Capiozzo, quella batteria che lanciò gli Area

Capiozzo, quella batteria che lanciò gli Area
di Giordano Bozzano
3 Minuti di Lettura
Sabato 19 Settembre 2020, 06:50 - Ultimo aggiornamento: 06:51
Ho sempre pensato e mi piace continuare a pensarlo: quando i grandi artisti della terra, cantanti del calibro di Lucio Dalla, Pino Daniele, Fabrizio De Andrè, Lucio Battisti, Luciano Pavarotti, ma anche nomi meno noti come Rino Gaetano o poeti – sia del verbo che dello strumento – del calibro di Pier Paolo Pasolini, Chet Backer, sino a giungere alla ‘divinità’ di King Miles Davis, abbandonano il corpo per raggiungere l’Oltre, essi vadano a ritrovarsi tutti insieme laddove regnano incontrastati gli Angeli, i Serafini e i Cherubini.
Dove si addensano fitte e radiose le più belle stelle della galassia, lì sta seduto sul suo sgabello in attesa di pestare impetuosamente su tamburi, solleticando i piatti con magistrali colpi di spazzole, l’indimenticabile e indimenticato grande batterista Giulio Capiozzo di cui quest’anno si è celebrato il ventennale dalla sua prematura scomparsa con uno degli spettacoli più amati dai jazzofili più colti che ben conoscono il peso determinante fornito dagli “Area”, da lui capitanati, cui spetta l’onore di aver traghettato il pop e il rock nel jazz.

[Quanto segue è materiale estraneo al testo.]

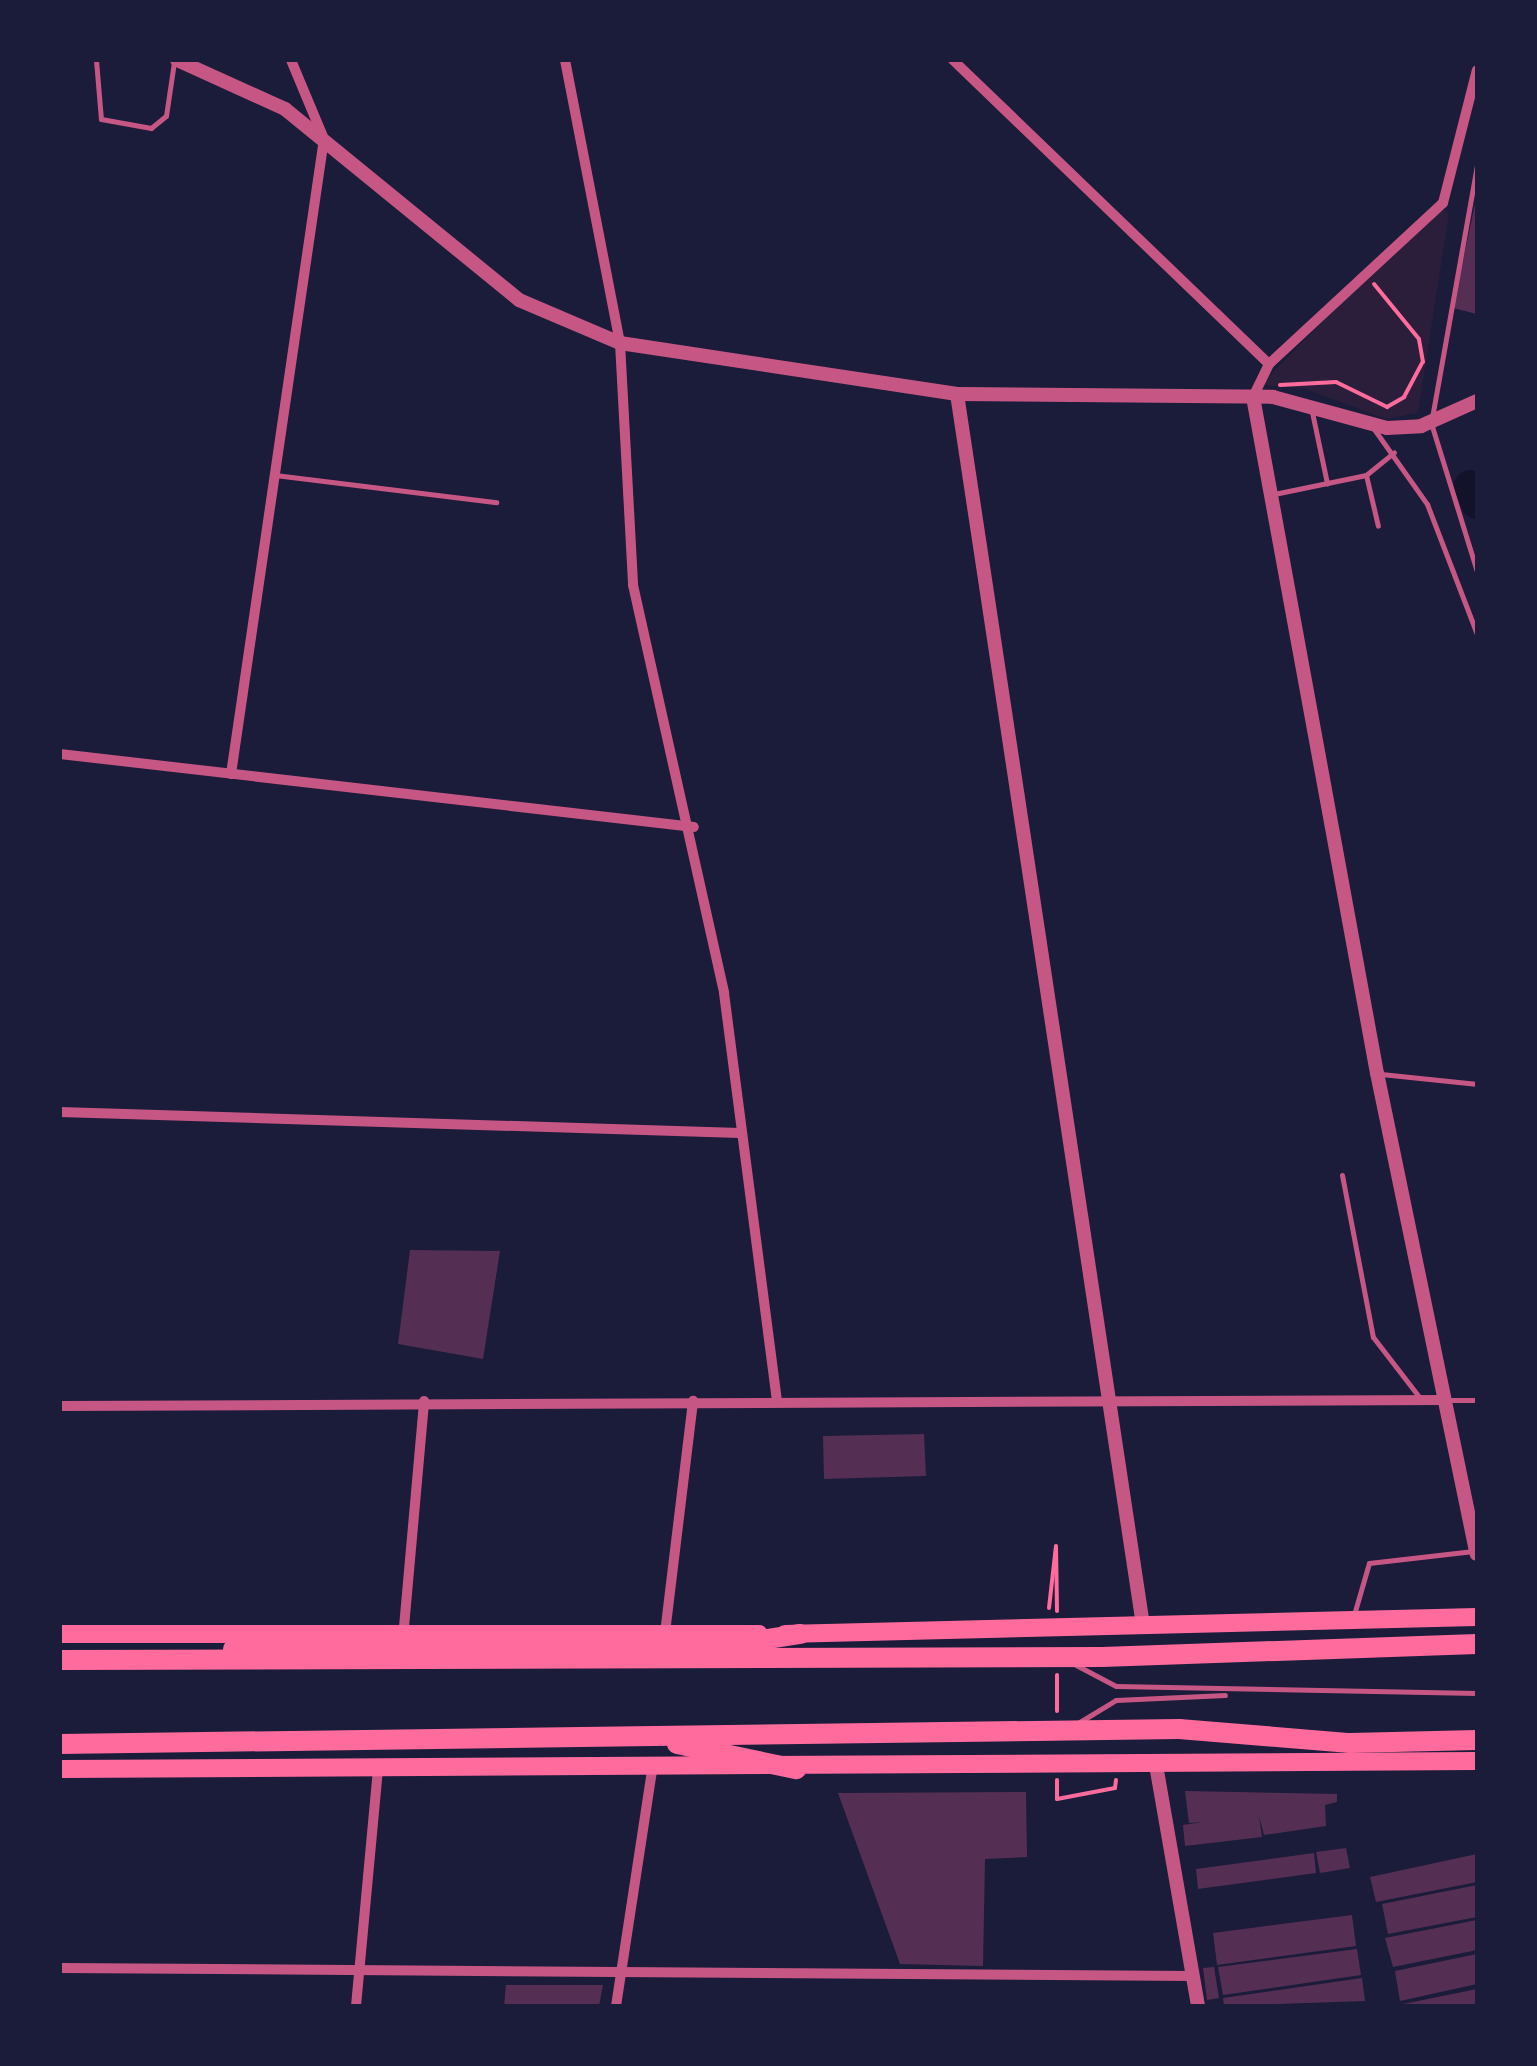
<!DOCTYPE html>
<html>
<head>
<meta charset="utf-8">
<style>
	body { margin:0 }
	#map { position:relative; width:1537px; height:2066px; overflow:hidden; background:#1b1b3a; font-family:Lato,sans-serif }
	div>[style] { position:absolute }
	.green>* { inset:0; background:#2a1e3b }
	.river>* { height:32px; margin:-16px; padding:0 16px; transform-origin:16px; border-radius:16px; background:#12122b }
	.building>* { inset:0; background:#542f53 }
	.path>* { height:4px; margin:-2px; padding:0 2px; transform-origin:2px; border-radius:2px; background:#ff6b9d }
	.service>* { height:5px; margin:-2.5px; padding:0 2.5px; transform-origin:2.5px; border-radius:2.5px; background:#c65784 }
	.minor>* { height:10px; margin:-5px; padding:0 5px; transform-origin:5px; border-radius:5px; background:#c65784 }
	.tertiary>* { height:14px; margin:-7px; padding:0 7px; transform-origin:7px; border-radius:7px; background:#c65784 }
	.trunk>* { height:18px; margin:-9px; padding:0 9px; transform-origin:9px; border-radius:9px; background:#ff6b9d }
	.motorway>* { height:20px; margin:-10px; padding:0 10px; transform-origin:10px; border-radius:10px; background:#ff6b9d }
	span { translate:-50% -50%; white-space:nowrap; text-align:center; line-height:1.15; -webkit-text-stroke:8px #1b1b3a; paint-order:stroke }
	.frame { position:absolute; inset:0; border:62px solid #1b1b3a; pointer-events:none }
</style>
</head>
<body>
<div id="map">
	<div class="green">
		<div style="clip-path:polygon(1438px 205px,1449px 213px,1418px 413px,1386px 419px,1306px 389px,1260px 385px)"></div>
	</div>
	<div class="river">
		<div style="left:1470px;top:486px;width:18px;rotate:68deg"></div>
	</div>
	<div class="building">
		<div style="clip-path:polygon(1475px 204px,1477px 205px,1477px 314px,1453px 308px)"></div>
		<div style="clip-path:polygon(410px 1250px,500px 1251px,483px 1359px,398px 1344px)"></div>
		<div style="clip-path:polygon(924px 1434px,926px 1476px,824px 1479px,823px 1436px)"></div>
		<div style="clip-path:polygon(1185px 1791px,1337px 1794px,1337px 1802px,1325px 1805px,1326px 1826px,1264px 1835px,1259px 1816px,1262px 1837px,1185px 1846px,1183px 1825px,1203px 1822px,1189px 1823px)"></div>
		<div style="clip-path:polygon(1026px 1792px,1027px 1857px,985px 1859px,983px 1966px,900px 1964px,838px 1793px)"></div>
		<div style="clip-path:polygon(1346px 1848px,1350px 1868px,1320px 1873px,1316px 1852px)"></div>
		<div style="clip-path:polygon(1314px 1853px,1316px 1873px,1198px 1889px,1196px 1869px)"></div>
		<div style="clip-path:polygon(1477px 1854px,1477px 1882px,1376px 1902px,1370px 1877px)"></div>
		<div style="clip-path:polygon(1477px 1885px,1477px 1917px,1388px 1934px,1382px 1904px)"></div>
		<div style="clip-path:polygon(1352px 1915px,1356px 1946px,1217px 1965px,1213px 1933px)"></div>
		<div style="clip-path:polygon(1477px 1920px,1477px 1950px,1393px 1967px,1385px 1938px)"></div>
		<div style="clip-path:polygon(1357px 1949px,1361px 1975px,1223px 1995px,1218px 1967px)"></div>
		<div style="clip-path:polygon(1477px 1954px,1477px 1984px,1400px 2001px,1395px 1971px)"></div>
		<div style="clip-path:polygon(1214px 1967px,1219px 1998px,1207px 2000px,1203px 1968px)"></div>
		<div style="clip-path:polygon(1362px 1978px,1365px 2001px,1224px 2006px,1223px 1998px)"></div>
		<div style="clip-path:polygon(506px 1985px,603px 1985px,599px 2006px,504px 2006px)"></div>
		<div style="clip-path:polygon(1477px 1989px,1477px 2006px,1403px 2006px,1403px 2004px)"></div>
	</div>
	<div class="path">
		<div style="left:1280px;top:385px;width:56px;rotate:-3.1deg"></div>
		<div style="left:1336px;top:382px;width:57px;rotate:26.1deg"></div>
		<div style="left:1387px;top:407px;width:20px;rotate:-30deg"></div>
		<div style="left:1404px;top:397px;width:40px;rotate:-62deg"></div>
		<div style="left:1423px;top:362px;width:23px;rotate:-100deg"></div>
		<div style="left:1419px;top:339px;width:71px;rotate:-129.3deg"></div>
		<div style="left:1056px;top:1546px;width:65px;rotate:89.1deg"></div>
		<div style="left:1049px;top:1608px;width:62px;rotate:-83.6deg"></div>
		<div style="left:1057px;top:1675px;width:36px;rotate:90deg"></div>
		<div style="left:1057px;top:1780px;width:19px;rotate:90deg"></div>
		<div style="left:1057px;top:1799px;width:59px;rotate:-10.7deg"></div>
		<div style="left:1115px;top:1788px;width:8px;rotate:-83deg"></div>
	</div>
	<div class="service">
		<div style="left:96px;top:60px;width:59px;rotate:85.2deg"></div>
		<div style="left:101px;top:119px;width:51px;rotate:10.2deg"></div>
		<div style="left:151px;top:128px;width:19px;rotate:-39deg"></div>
		<div style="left:166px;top:116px;width:55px;rotate:-81.6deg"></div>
		<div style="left:1477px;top:165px;width:262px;rotate:100.1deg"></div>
		<div style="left:1431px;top:423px;width:156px;rotate:72.8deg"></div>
		<div style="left:1477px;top:359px;width:91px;rotate:90deg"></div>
		<div style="left:1312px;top:412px;width:73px;rotate:78.1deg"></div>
		<div style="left:1374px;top:429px;width:92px;rotate:54.8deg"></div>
		<div style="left:1427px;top:504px;width:139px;rotate:69deg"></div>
		<div style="left:275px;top:475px;width:223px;rotate:7deg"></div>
		<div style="left:1366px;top:475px;width:36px;rotate:-39deg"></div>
		<div style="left:1274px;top:494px;width:94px;rotate:-11.7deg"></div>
		<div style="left:1366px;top:475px;width:52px;rotate:76.8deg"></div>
		<div style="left:1381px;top:1074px;width:97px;rotate:5.9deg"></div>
		<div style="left:1342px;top:1175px;width:165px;rotate:79.2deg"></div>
		<div style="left:1373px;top:1337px;width:77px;rotate:52.4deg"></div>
		<div style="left:1450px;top:1400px;width:27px"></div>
		<div style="left:1353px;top:1618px;width:57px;rotate:-73.8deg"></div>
		<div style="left:1369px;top:1563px;width:105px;rotate:-6.6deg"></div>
		<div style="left:1076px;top:1665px;width:45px;rotate:27.7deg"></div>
		<div style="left:1116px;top:1686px;width:361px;rotate:1.1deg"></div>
		<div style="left:1078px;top:1723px;width:44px;rotate:-31.2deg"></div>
		<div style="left:1116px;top:1700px;width:109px;rotate:-2.6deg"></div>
	</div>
	<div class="minor">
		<div style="left:565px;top:60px;width:288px;rotate:79deg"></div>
		<div style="left:620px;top:343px;width:242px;rotate:86.9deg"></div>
		<div style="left:633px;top:585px;width:418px;rotate:77.4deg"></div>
		<div style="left:724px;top:993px;width:412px;rotate:82.6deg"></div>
		<div style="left:953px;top:60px;width:438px;rotate:43.9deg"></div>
		<div style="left:1253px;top:397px;width:37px;rotate:-64deg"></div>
		<div style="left:1269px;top:364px;width:237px;rotate:-42.8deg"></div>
		<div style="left:1443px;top:203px;width:137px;rotate:-75.7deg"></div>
		<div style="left:60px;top:754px;width:638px;rotate:6.57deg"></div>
		<div style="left:231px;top:774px;width:642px;rotate:-81.67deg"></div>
		<div style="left:324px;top:139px;width:86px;rotate:-112.7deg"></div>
		<div style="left:60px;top:1112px;width:680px;rotate:1.77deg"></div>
		<div style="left:60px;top:1406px;width:1385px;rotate:-0.25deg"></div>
		<div style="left:404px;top:1627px;width:227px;rotate:-84.9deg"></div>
		<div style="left:665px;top:1633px;width:234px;rotate:-83.1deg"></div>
		<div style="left:60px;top:1968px;width:1134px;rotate:0.4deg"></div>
		<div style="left:356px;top:2006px;width:239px;rotate:-84.7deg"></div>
		<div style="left:616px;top:2006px;width:239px;rotate:-81.3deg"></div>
	</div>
	<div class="tertiary">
		<div style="left:177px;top:60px;width:119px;rotate:24.4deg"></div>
		<div style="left:285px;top:109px;width:302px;rotate:39.2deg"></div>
		<div style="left:519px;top:300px;width:110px;rotate:23.1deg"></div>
		<div style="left:620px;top:343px;width:341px;rotate:8.6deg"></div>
		<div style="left:957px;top:394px;width:316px;rotate:0.5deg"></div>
		<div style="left:1273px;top:397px;width:118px;rotate:15.2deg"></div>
		<div style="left:1387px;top:428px;width:34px;rotate:-3deg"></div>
		<div style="left:1421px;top:426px;width:61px;rotate:-24.1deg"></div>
		<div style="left:957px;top:394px;width:1246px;rotate:81.41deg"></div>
		<div style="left:1253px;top:397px;width:687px;rotate:79.61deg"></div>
		<div style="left:1377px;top:1073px;width:491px;rotate:78.3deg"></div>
		<div style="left:1156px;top:1765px;width:245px;rotate:80.1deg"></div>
	</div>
	<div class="trunk">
		<div style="left:60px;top:1634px;width:699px"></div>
		<div style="left:785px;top:1634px;width:692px;rotate:-1.41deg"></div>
		<div style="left:60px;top:1769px;width:1417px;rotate:-0.32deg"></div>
	</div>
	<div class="motorway">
		<div style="left:233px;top:1649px;width:501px;rotate:-0.57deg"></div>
		<div style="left:734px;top:1644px;width:67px;rotate:-8.6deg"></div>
		<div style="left:60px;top:1660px;width:1042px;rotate:-0.16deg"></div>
		<div style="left:1102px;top:1657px;width:375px;rotate:-2deg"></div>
		<div style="left:60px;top:1744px;width:1119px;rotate:-0.77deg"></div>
		<div style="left:1179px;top:1729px;width:172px;rotate:4.7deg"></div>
		<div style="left:1350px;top:1743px;width:127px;rotate:-1.4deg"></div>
		<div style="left:677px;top:1744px;width:122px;rotate:11.9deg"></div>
	</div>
	<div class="frame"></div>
</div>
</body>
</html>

Sul palco, in un set che va definito travolgente, musicisti di prim’ordine con l’unico erede presente della portentosa band di fine anni settanta: il prestigioso Ares Tavolazzi, contrabbassista di pregio in uno con la star internazionale Flavio Boltro alla tromba, torinese di nascita ma, da diversi anni, parigino d’adozione. Vale la pena qui di rimarcare una delle sue più fortunate stagioni musicali, quella con l’incomparabile pianista Michel Petrucciani, in trio con Steve Gadd e il basso elettrico di Anthony Jackson. 
Voluto fortemente dal figlio di Capiozzo, Christian, per tutti “Chicco” come lo chiamava Giulio, validissimo batterista anch’egli (attualmente in tournee con Mario Biondi e Jimmy Owens ), patrocinato dal Ministero dei Beni Culturali, con il patrocinio del Comune di Cesenatico e dalla Regione Emilia Romagna, attraverso i relativi assessorati alla Cultura , questa serata è stata sponsorizzata dalla S.I.A.E.. 
E’ appena il caso di ricordare che solo le attuali rigide normative anti-Covid ed i  protocolli, hanno impedito un sold-out che comunque, di fatto c’è stato. L’anno passato la serata, nel piazzale dei Marinai, con sfondo sullo stupendo porto vecchio di Cesenatico, vide sul set il più grande percussionista del mondo, l’indiano Trilock Gurtu, magnetico, surreale, capace di far sollevare le numerose centinaia di turisti e appassionati, dalle sedie.
Qualcosa, per onor di firma, occorre dire sugli Area: correvano gli anni settanta definiti anni di piombo, e la voce di Demetrio Stratos rompeva la vena melanconica della canzonetta italiana; il contrabbasso di Ares Tavolazzi (che prese il posto del bassista Patrick Dijves, ex bassista di Dalla) e la sezione ritmica di Giulio Capiozzo, impressero la ‘svolta’ al mondo della musica di allora. 
Maglie, comune del centro Salento, importante cittadina da sempre dotata di grande fermento musicale, divenne una seconda casa per le band dirette da Capiozzo e innumerevoli furono le sue esibizioni di piazza e al famoso “Pub-underground” voluto, sostenuto e finanziato dal compianto Amico Antonio Culiersi, farmacista di professione ma musicista di vocazione.
Ugo Sbisà nel suo “Puglia, le età del jazz” dedica al Salento un intero capitolo dando lustro a una gran parte di artisti, locali e non, sino a descrivere, con le consumate qualità del critico musicale,0 le storiche nottate del “TamTam” di Tricase dove si succedettero sul palco personalità del calibro di Chet Backer, Paul Blay, il pianista Luca Flores che affermava: “Io amo quei musicisti che cantano, scrivono e suonano ogni nota come se fosse l’ultima”. La prestigiosa rivista ‘All Music Guide’ su di lui affermava:”Luca Flores è un genio del piano… come solista potrebbe collocarsi tra Thelonious Monk e Bill Evans.”.